Owner: Tanner-Monagle Inc.
(John Tanner, Bob Monagle, John Shiek), Milwaukee
Cost: Confidential
Project
Size: 3,100 square feet
Start Date: July 2006
Completion
Date: November 2006
The team couldn't put screws in studs because they'd be avenues for
sound to travel from room to room, so Hunzinger fastened the walls with sound-absorbing,
neoprene-coated clips and topped it off with two layers of drywall on each side.
Ceilings were similarly constructed and covered in acoustical ceiling tile.
"You
never give the sound an opportunity to get through the wall," O'Toole said.

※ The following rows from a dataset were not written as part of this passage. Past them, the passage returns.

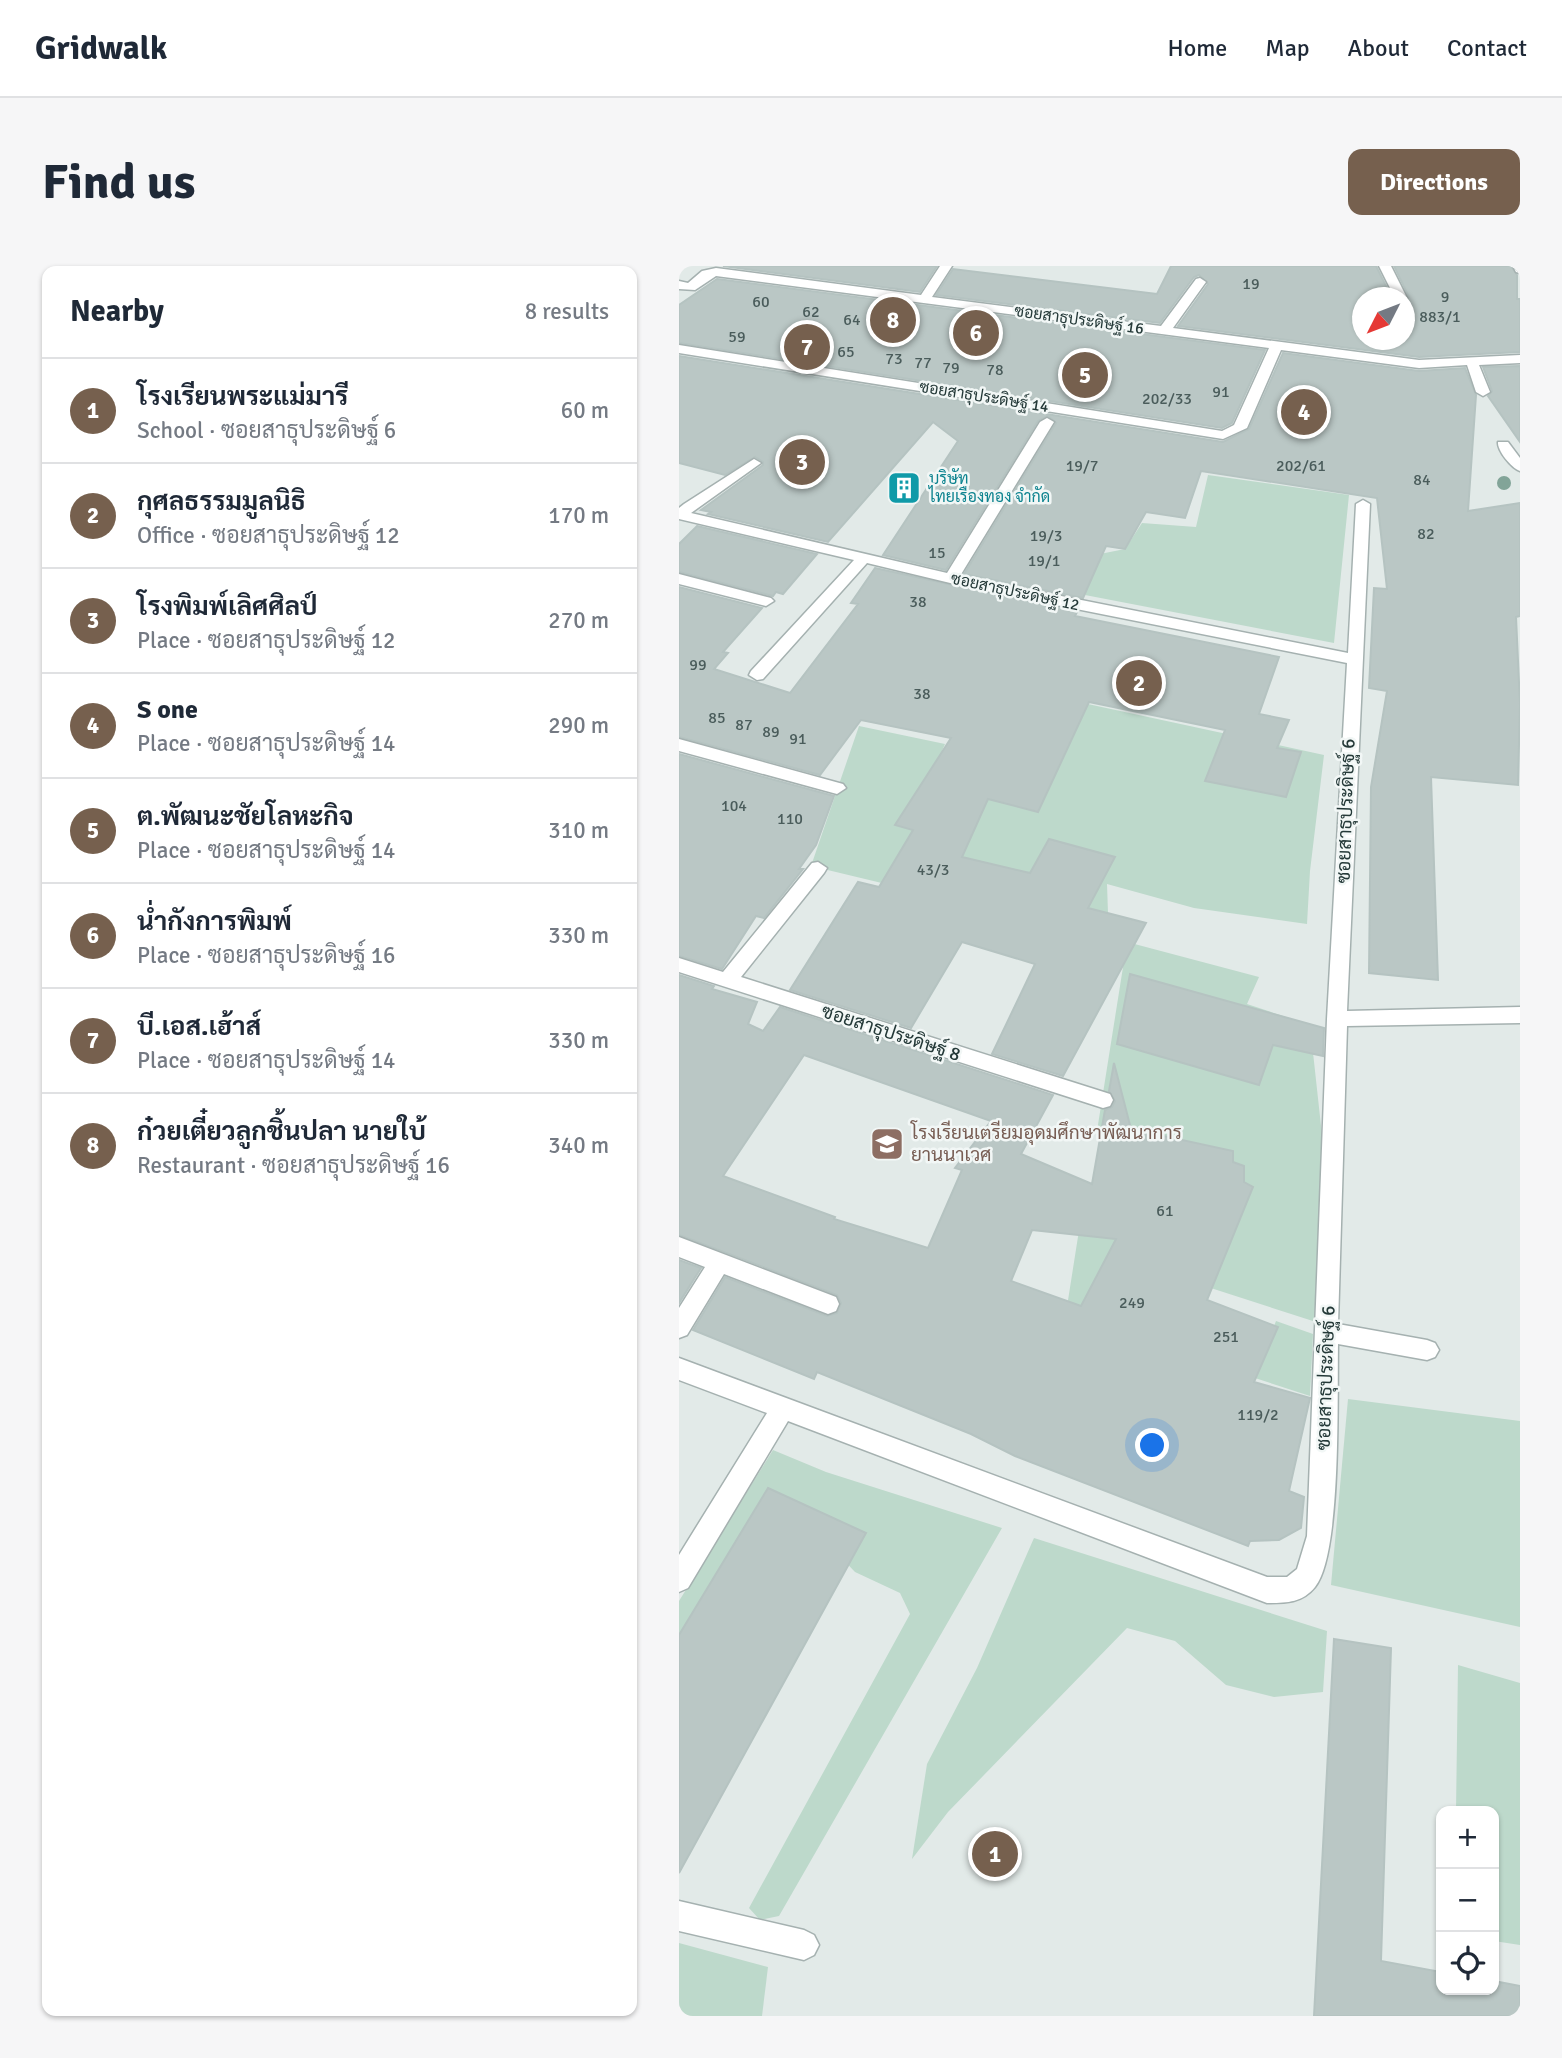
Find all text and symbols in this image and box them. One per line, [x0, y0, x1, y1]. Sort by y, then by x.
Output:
text: Gridwalk [35, 28, 167, 69]
text: Home [1167, 33, 1227, 63]
text: Map [1265, 33, 1310, 63]
text: About [1348, 33, 1409, 63]
text: Contact [1447, 33, 1527, 63]
button: Directions [1348, 149, 1520, 215]
text: Find us [42, 152, 195, 212]
house number: 19 [1242, 274, 1260, 294]
north arrow [1352, 287, 1415, 350]
house number: 9 [1441, 287, 1449, 307]
house number: 60 [752, 292, 770, 312]
text: Nearby [70, 293, 164, 330]
pin: 8 [870, 294, 916, 346]
text: 8 results [525, 297, 609, 326]
street label: ซอยสาธุประดิษฐ์ 16 [1013, 298, 1145, 340]
house number: 62 [802, 302, 820, 322]
pin: 6 [953, 307, 999, 359]
house number: 883/1 [1419, 307, 1461, 327]
house number: 64 [843, 310, 861, 330]
pin: 7 [784, 321, 830, 373]
house number: 59 [728, 327, 746, 347]
house number: 65 [837, 342, 855, 362]
house number: 73 [885, 349, 903, 369]
pin: 5 [1062, 349, 1108, 401]
house number: 77 [914, 353, 932, 373]
house number: 79 [942, 358, 960, 378]
house number: 78 [986, 360, 1004, 380]
street label: ซอยสาธุประดิษฐ์ 14 [918, 374, 1051, 418]
text: โรงเรียนพระแม่มารี [137, 381, 348, 413]
house number: 91 [1212, 382, 1230, 402]
pin: 4 [1281, 386, 1327, 438]
house number: 202/33 [1142, 389, 1192, 409]
text: 1 [87, 396, 99, 425]
text: 60 m [561, 396, 609, 425]
text: School · ซอยสาธุประดิษฐ์ 6 [137, 416, 396, 445]
pin: 3 [779, 436, 825, 488]
house number: 19/7 [1066, 456, 1098, 476]
house number: 202/61 [1276, 456, 1326, 476]
place label: บริษัท ไทยเรืองทอง จำกัด [927, 468, 1050, 507]
building icon: บริษัท ไทยเรืองทอง จำกัด [885, 469, 923, 507]
house number: 84 [1413, 470, 1431, 490]
text: กุศลธรรมมูลนิธิ [137, 486, 306, 518]
text: 2 [87, 501, 99, 530]
text: 170 m [548, 501, 609, 530]
text: Office · ซอยสาธุประดิษฐ์ 12 [137, 521, 400, 550]
house number: 82 [1417, 524, 1435, 544]
house number: 19/3 [1030, 526, 1062, 546]
house number: 15 [928, 543, 946, 563]
house number: 19/1 [1028, 551, 1060, 571]
street label: ซอยสาธุประดิษฐ์ 12 [949, 566, 1082, 616]
text: โรงพิมพ์เลิศศิลป์ [137, 591, 317, 623]
house number: 38 [909, 592, 927, 612]
text: 3 [87, 606, 99, 635]
text: 270 m [548, 606, 609, 635]
text: Place · ซอยสาธุประดิษฐ์ 12 [137, 626, 396, 655]
house number: 99 [689, 655, 707, 675]
pin: 2 [1116, 657, 1162, 709]
house number: 38 [913, 684, 931, 704]
text: S one [137, 694, 198, 726]
house number: 85 [708, 708, 726, 728]
text: 4 [87, 711, 99, 740]
text: 290 m [548, 711, 609, 740]
house number: 87 [735, 715, 753, 735]
house number: 89 [762, 722, 780, 742]
text: Place · ซอยสาธุประดิษฐ์ 14 [137, 729, 396, 758]
house number: 91 [789, 729, 807, 749]
street label: ซอยสาธุประดิษฐ์ 6 [1330, 738, 1361, 884]
house number: 104 [721, 796, 747, 816]
text: ต.พัฒนะชัยโลหะกิจ [137, 801, 354, 833]
house number: 110 [777, 809, 803, 829]
text: 5 [87, 816, 99, 845]
text: 310 m [548, 816, 609, 845]
text: Place · ซอยสาธุประดิษฐ์ 14 [137, 836, 396, 865]
house number: 43/3 [917, 860, 949, 880]
text: น่ำกังการพิมพ์ [137, 906, 292, 938]
text: 6 [87, 921, 99, 950]
text: 330 m [548, 921, 609, 950]
text: Place · ซอยสาธุประดิษฐ์ 16 [137, 941, 396, 970]
street label: ซอยสาธุประดิษฐ์ 8 [818, 998, 964, 1067]
text: บี.เอส.เฮ้าส์ [137, 1011, 261, 1043]
text: 7 [87, 1026, 99, 1055]
text: 330 m [548, 1026, 609, 1055]
text: Place · ซอยสาธุประดิษฐ์ 14 [137, 1046, 396, 1075]
text: ก๋วยเตี๋ยวลูกชิ้นปลา นายใบ้ [137, 1116, 426, 1148]
place label: โรงเรียนเตรียมอุดมศึกษาพัฒนาการ ยานนาเวศ [910, 1120, 1182, 1167]
school or university icon: โรงเรียนเตรียมอุดมศึกษาพัฒนาการ ยานนาเวศ [868, 1125, 906, 1163]
text: 8 [87, 1131, 99, 1160]
text: 340 m [548, 1131, 609, 1160]
text: Restaurant · ซอยสาธุประดิษฐ์ 16 [137, 1151, 450, 1180]
house number: 61 [1156, 1201, 1174, 1221]
house number: 249 [1119, 1293, 1145, 1313]
street label: ซอยสาธุประดิษฐ์ 6 [1310, 1305, 1341, 1451]
house number: 251 [1213, 1327, 1239, 1347]
house number: 119/2 [1237, 1405, 1279, 1425]
your location [1135, 1428, 1169, 1462]
map controls [1436, 1806, 1499, 1995]
button: + [1436, 1806, 1499, 1869]
pin: 1 [972, 1828, 1018, 1880]
button: − [1436, 1869, 1499, 1932]
button: locate [1436, 1932, 1499, 1995]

Even the electrical system was treated to eliminate sound transfer. Cable
was run through the stud walls and ceilings, and each cable was fastened to the
studs with neoprene-lined clips. At horizontal electrical runs in the stud walls,
each stud hole was filled with expandable foam to eliminate rattling.
The
attention to every surface paid off.
"When they close the doors, you
can see activity going on through the glass, but you can't hear it," O'Toole
said.
But stopping outside noise from infiltrating the recording spaces
wasn't the only objective. The voice or instrument being recorded needs to play
off the walls and surfaces to maximum advantage.
"The acoustic designer
designed each room to certain dimensions that we were required to meet exactly,"
O'Toole said. "When you are working in an existing space, you are constrained
by existing dimensions. It was a challenge."